## TASK TO CARRY OUT
Take the lines of the data below from the very first through the line containing "Convert the image" and output them exactly, pictures excluded.

Collected data entries
______
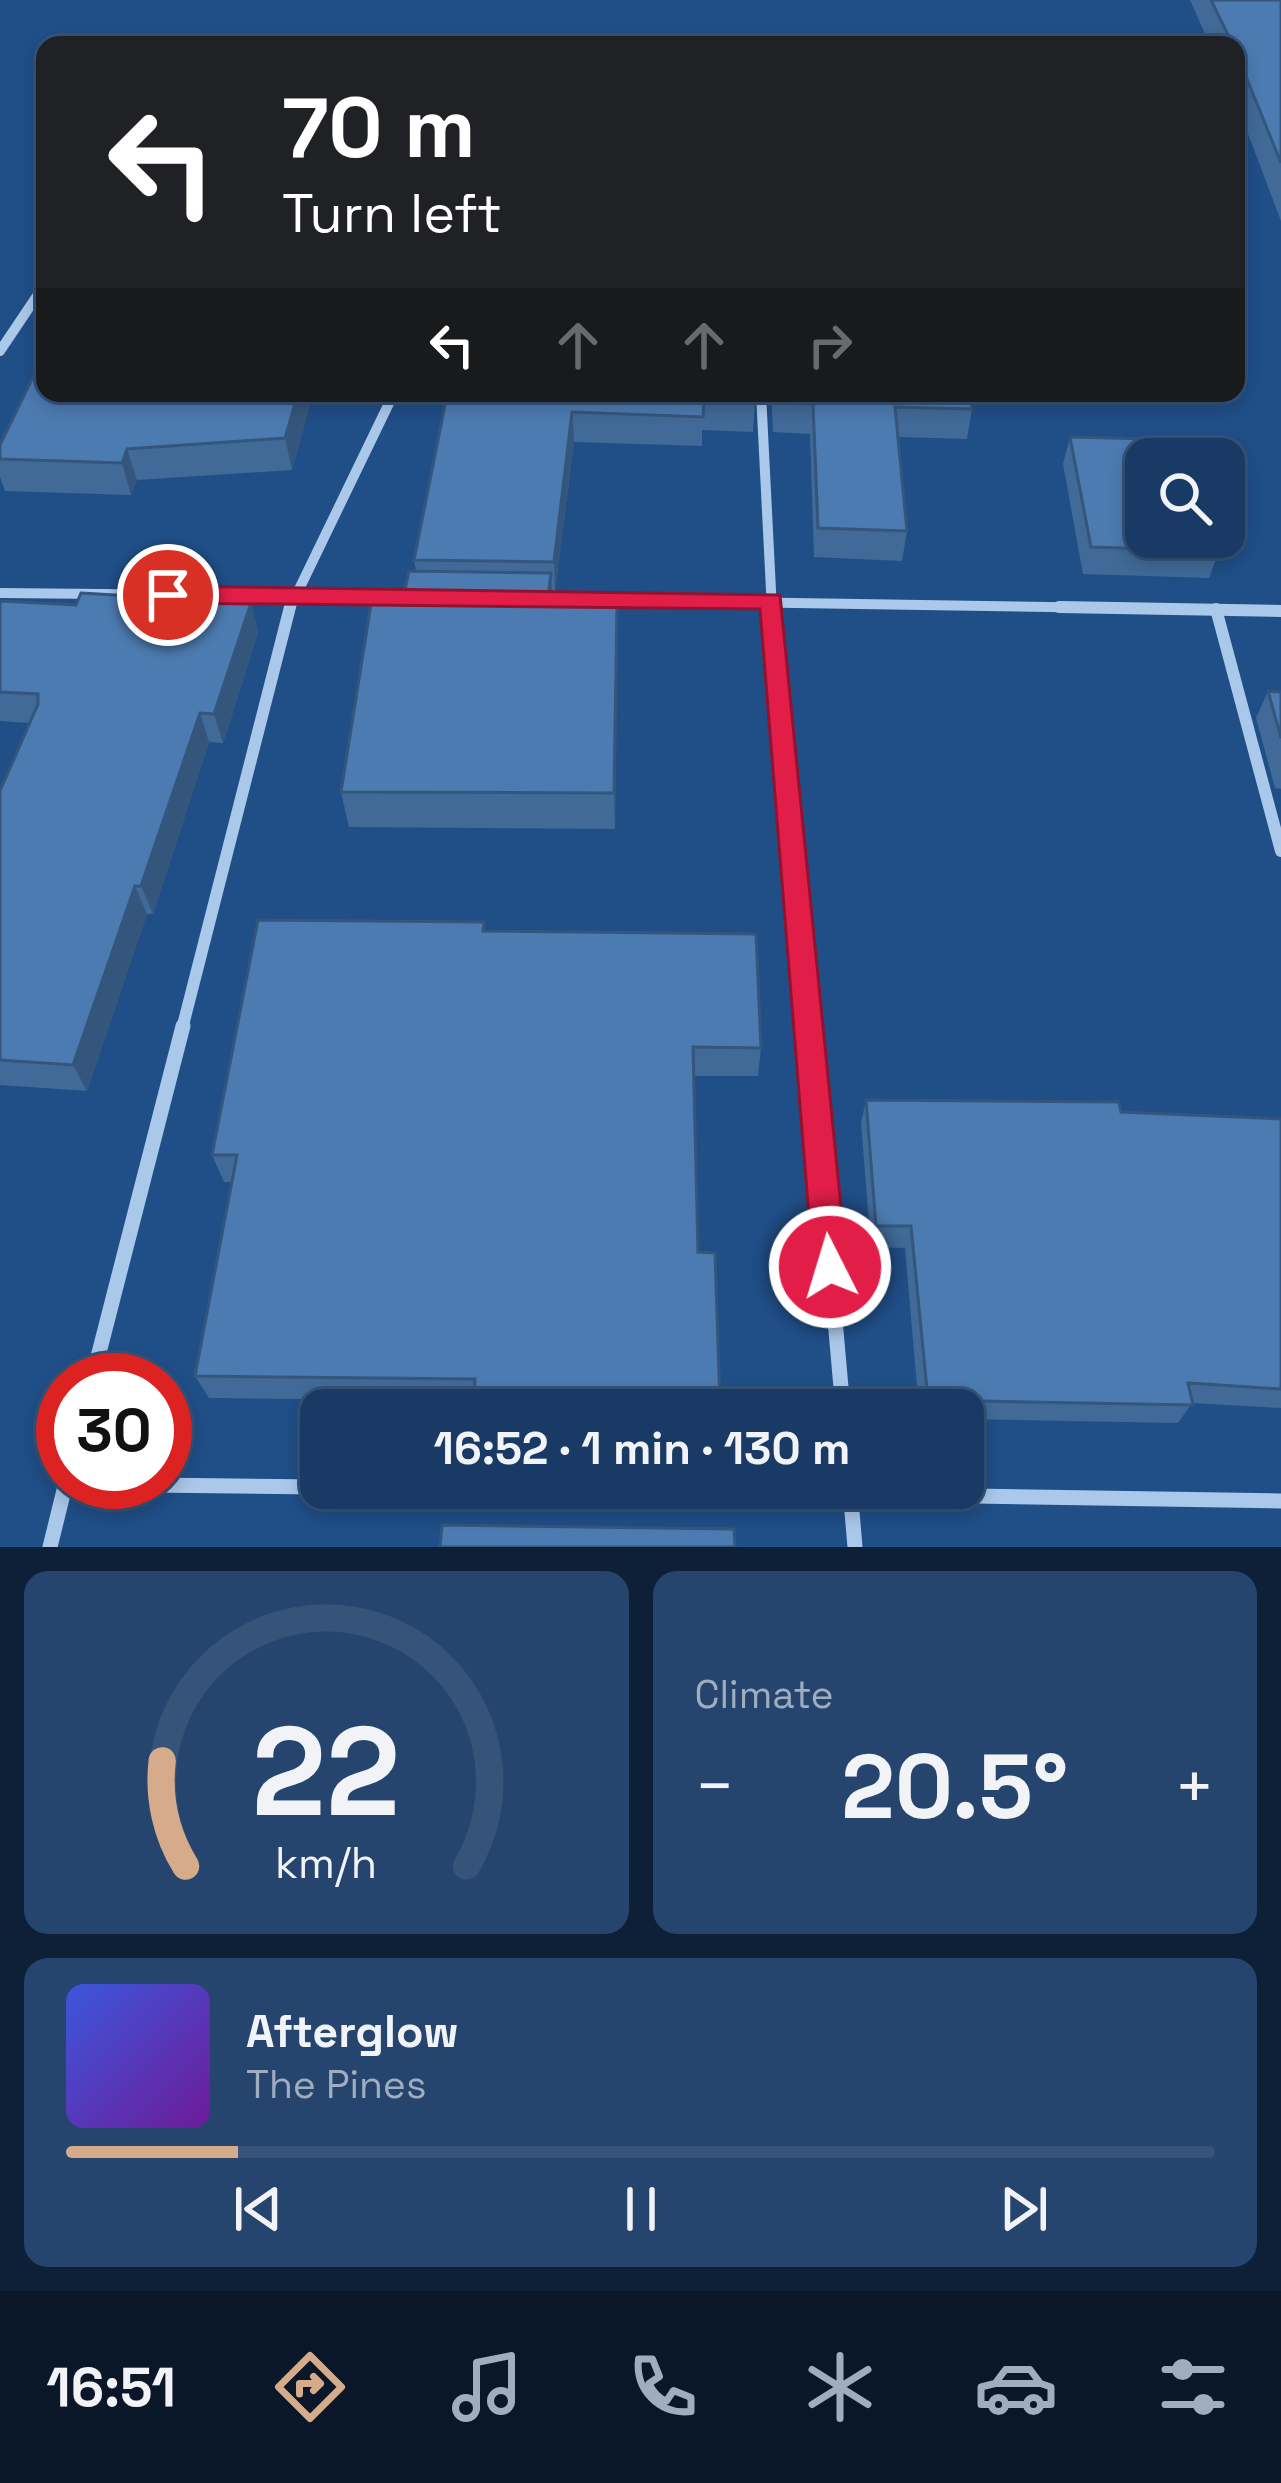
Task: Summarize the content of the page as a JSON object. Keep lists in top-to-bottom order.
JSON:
{
  "page": {
    "turn": ["70 m", "Turn left"],
    "limit": "30",
    "trip": "16:52 · 1 min · 130 m",
    "tile": "Climate",
    "heat": ["−", "20.5°", "+"],
    "song": ["Afterglow", "The Pines"],
    "tabs": "16:51",
    "gauge": ["22", "km/h"]
  }
}
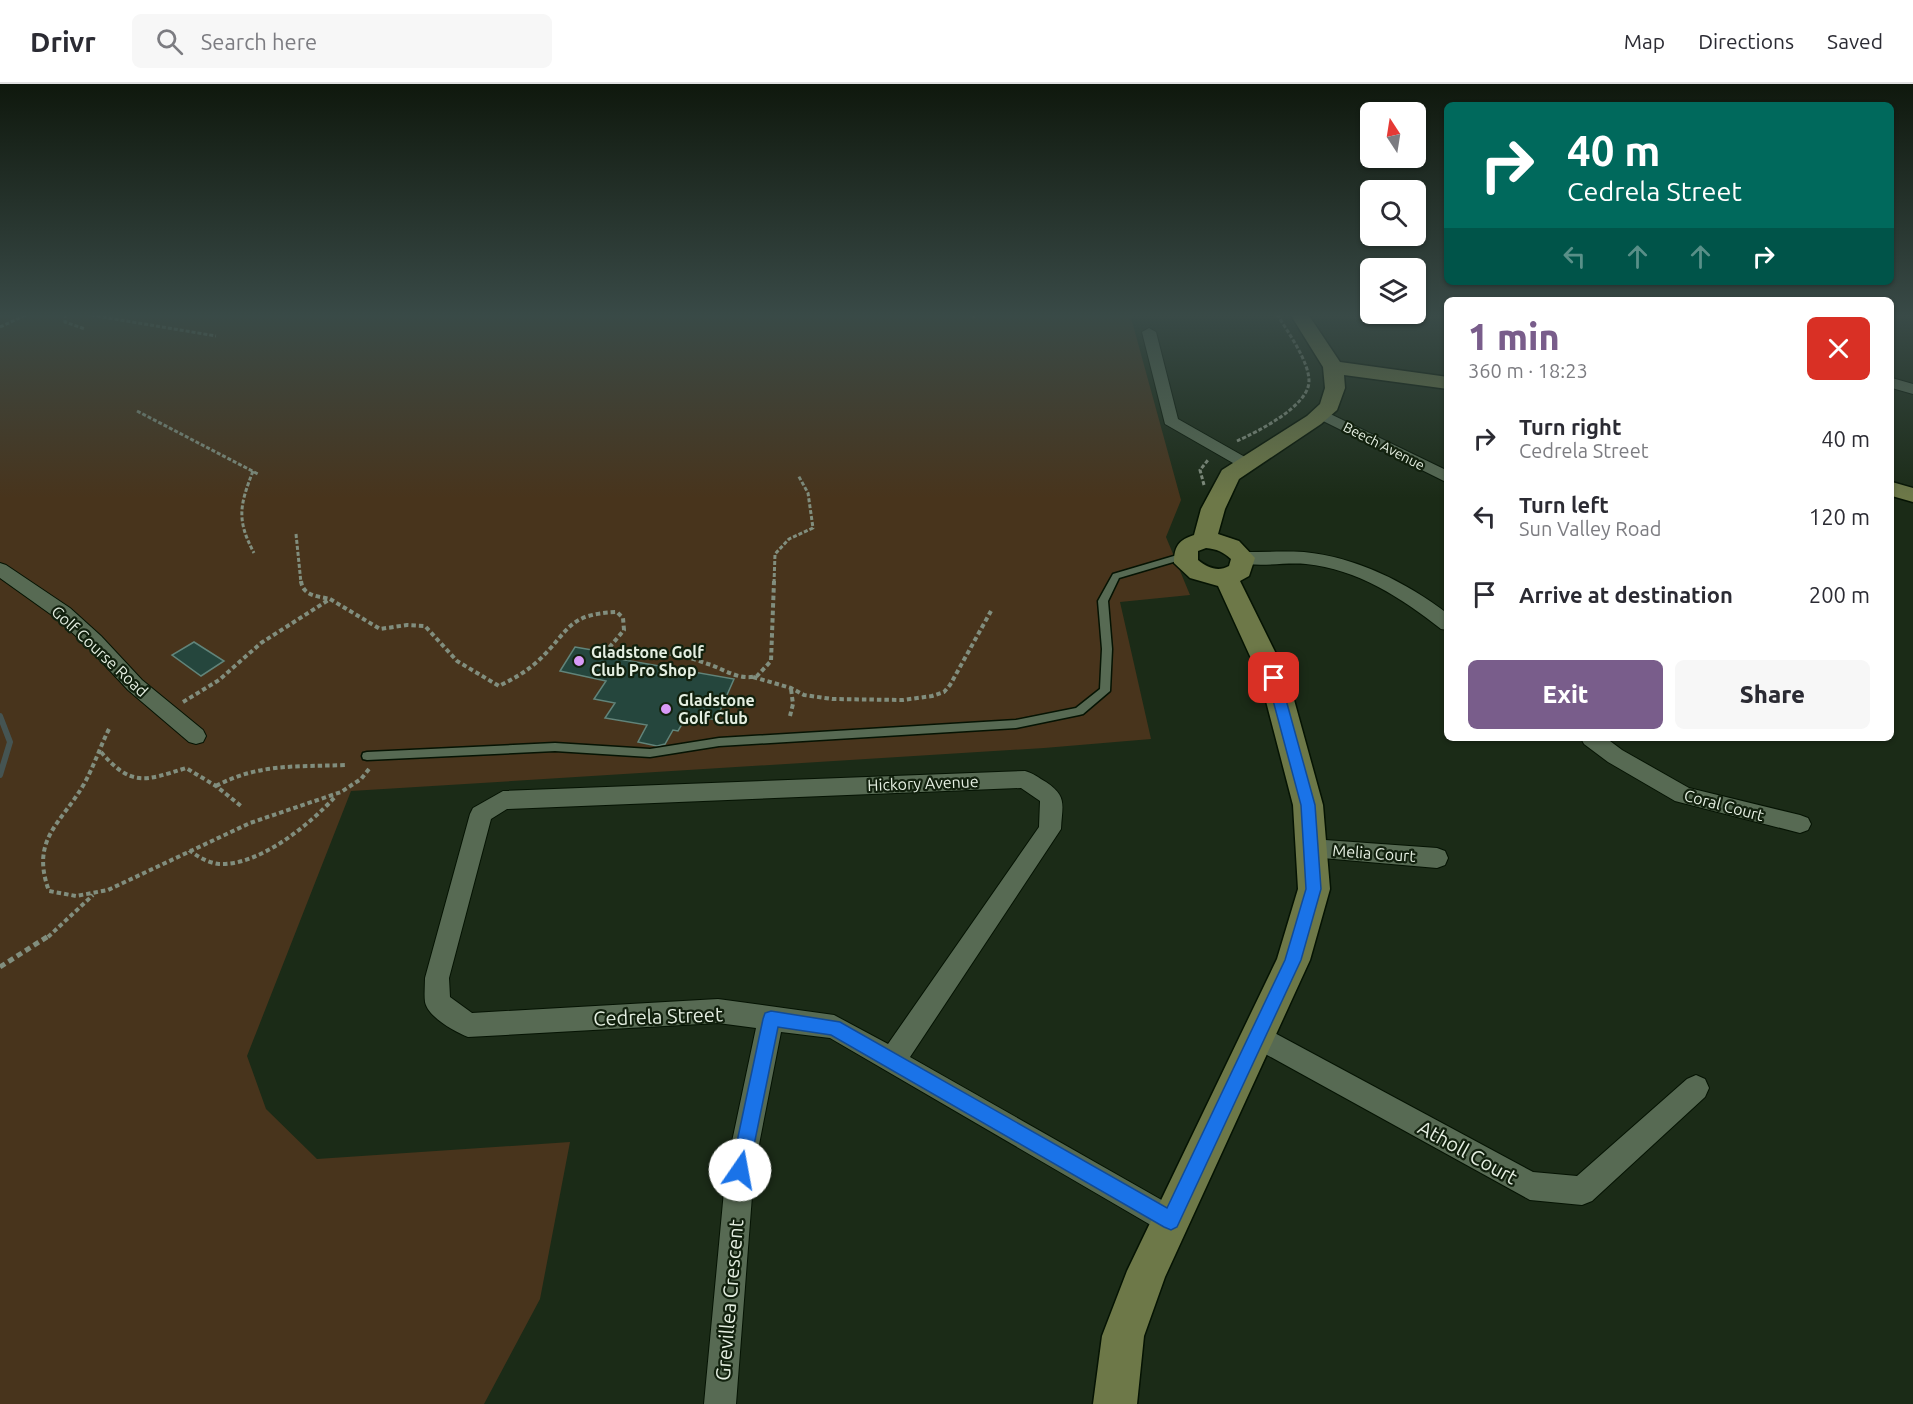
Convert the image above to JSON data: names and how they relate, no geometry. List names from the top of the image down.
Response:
{
  "streets": {
    "street": [
      "Beech Avenue",
      "Golf Course Road",
      "Hickory Avenue",
      "Coral Court",
      "Melia Court",
      "Cedrela Street",
      "Atholl Court",
      "Grevillea Crescent"
    ]
  },
  "crossings": [
    ["Hickory Avenue", "Cedrela Street"],
    ["Cedrela Street", "Grevillea Crescent"]
  ],
  "places": ["Gladstone Golf Club Pro Shop", "Gladstone Golf Club"],
  "north": "top",
  "page": {
    "header": "Drivr",
    "search": "Search here",
    "nav": ["Map", "Directions", "Saved"],
    "turn": ["40 m", "Cedrela Street"],
    "heading": ["1 min", "360 m · 18:23"],
    "list": [
      {
        "name": "Turn right",
        "note": "Cedrela Street",
        "value": "40 m"
      },
      {
        "name": "Turn left",
        "note": "Sun Valley Road",
        "value": "120 m"
      },
      {
        "name": "Arrive at destination",
        "value": "200 m"
      }
    ],
    "buttons": ["Exit", "Share"]
  }
}
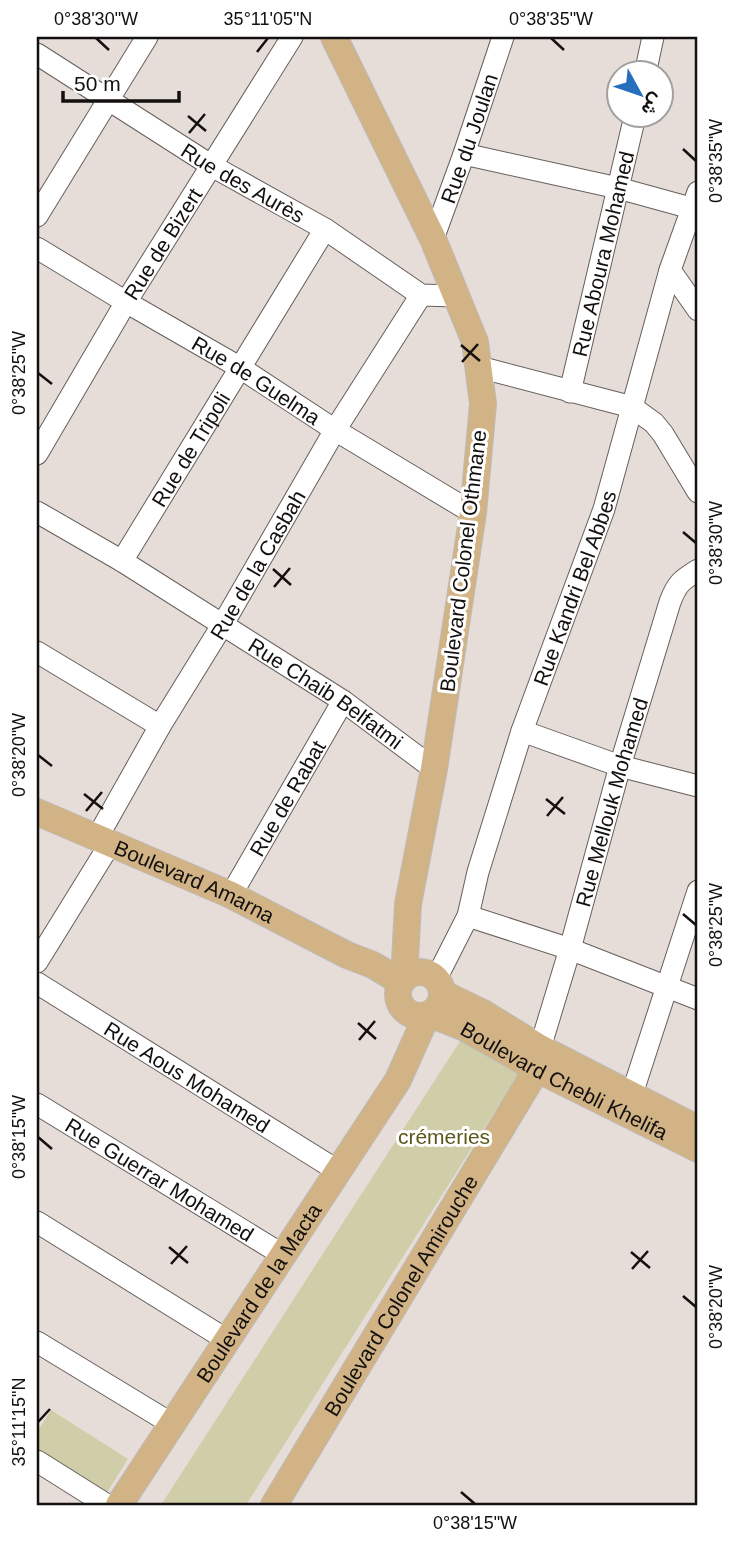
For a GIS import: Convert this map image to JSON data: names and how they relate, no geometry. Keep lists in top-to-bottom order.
{
  "streets": {
    "main road": [
      "Boulevard Colonel Othmane",
      "Boulevard Amarna",
      "Boulevard Chebli Khelifa",
      "Boulevard de la Macta",
      "Boulevard Colonel Amirouche"
    ],
    "street": [
      "Rue du Joulan",
      "Rue des Aurès",
      "Rue de Bizert",
      "Rue Aboura Mohamed",
      "Rue de Guelma",
      "Rue de Tripoli",
      "Rue de la Casbah",
      "Rue Kandri Bel Abbes",
      "Rue Chaib Belfatmi",
      "Rue de Rabat",
      "Rue Mellouk Mohamed",
      "Rue Aous Mohamed",
      "Rue Guerrar Mohamed"
    ]
  },
  "crossings": [
    ["Rue du Joulan", "Boulevard Colonel Othmane"],
    ["Rue des Aurès", "Rue de Bizert"],
    ["Rue des Aurès", "Rue de Tripoli"],
    ["Rue des Aurès", "Rue de la Casbah"],
    ["Rue de Bizert", "Rue de Guelma"],
    ["Rue de Guelma", "Rue de Tripoli"],
    ["Rue de Guelma", "Boulevard Colonel Othmane"],
    ["Rue de Guelma", "Rue de la Casbah"],
    ["Rue de Tripoli", "Rue Chaib Belfatmi"],
    ["Boulevard Colonel Othmane", "Rue Kandri Bel Abbes"],
    ["Boulevard Colonel Othmane", "Rue Chaib Belfatmi"],
    ["Boulevard Colonel Othmane", "Boulevard Amarna"],
    ["Boulevard Colonel Othmane", "Boulevard de la Macta"],
    ["Rue de la Casbah", "Rue Chaib Belfatmi"],
    ["Rue de la Casbah", "Boulevard Amarna"],
    ["Rue Kandri Bel Abbes", "Boulevard Amarna"],
    ["Rue Chaib Belfatmi", "Rue de Rabat"],
    ["Rue de Rabat", "Boulevard Amarna"],
    ["Rue Mellouk Mohamed", "Boulevard Amarna"],
    ["Rue Mellouk Mohamed", "Boulevard Chebli Khelifa"],
    ["Rue Mellouk Mohamed", "Boulevard Colonel Amirouche"],
    ["Boulevard Amarna", "Boulevard Chebli Khelifa"],
    ["Boulevard Amarna", "Boulevard Colonel Amirouche"],
    ["Rue Aous Mohamed", "Boulevard de la Macta"],
    ["Boulevard Chebli Khelifa", "Boulevard Colonel Amirouche"],
    ["Rue Guerrar Mohamed", "Boulevard de la Macta"]
  ],
  "parks": ["crémeries"],
  "scale_bar": "50 m",
  "north": "bottom right",
  "coordinates": [
    "0°38'30\"W",
    "35°11'05\"N",
    "0°38'35\"W",
    "0°38'25\"W",
    "0°38'20\"W",
    "0°38'15\"W",
    "35°11'15\"N"
  ]
}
______
## TASK RESULT
Task: Summarize the content of the page as a JSON object. Keep lists in top-to-bottom order.
JSON:
{
  "page": {
    "turn": ["70 m", "Turn left"],
    "limit": "30",
    "trip": "16:52 · 1 min · 130 m",
    "tile": "Climate",
    "heat": ["−", "20.5°", "+"],
    "song": ["Afterglow", "The Pines"],
    "tabs": "16:51",
    "gauge": ["22", "km/h"]
  }
}
Convert the image above to JSON data: names and how they relate, no geometry. List names from the top of the image down.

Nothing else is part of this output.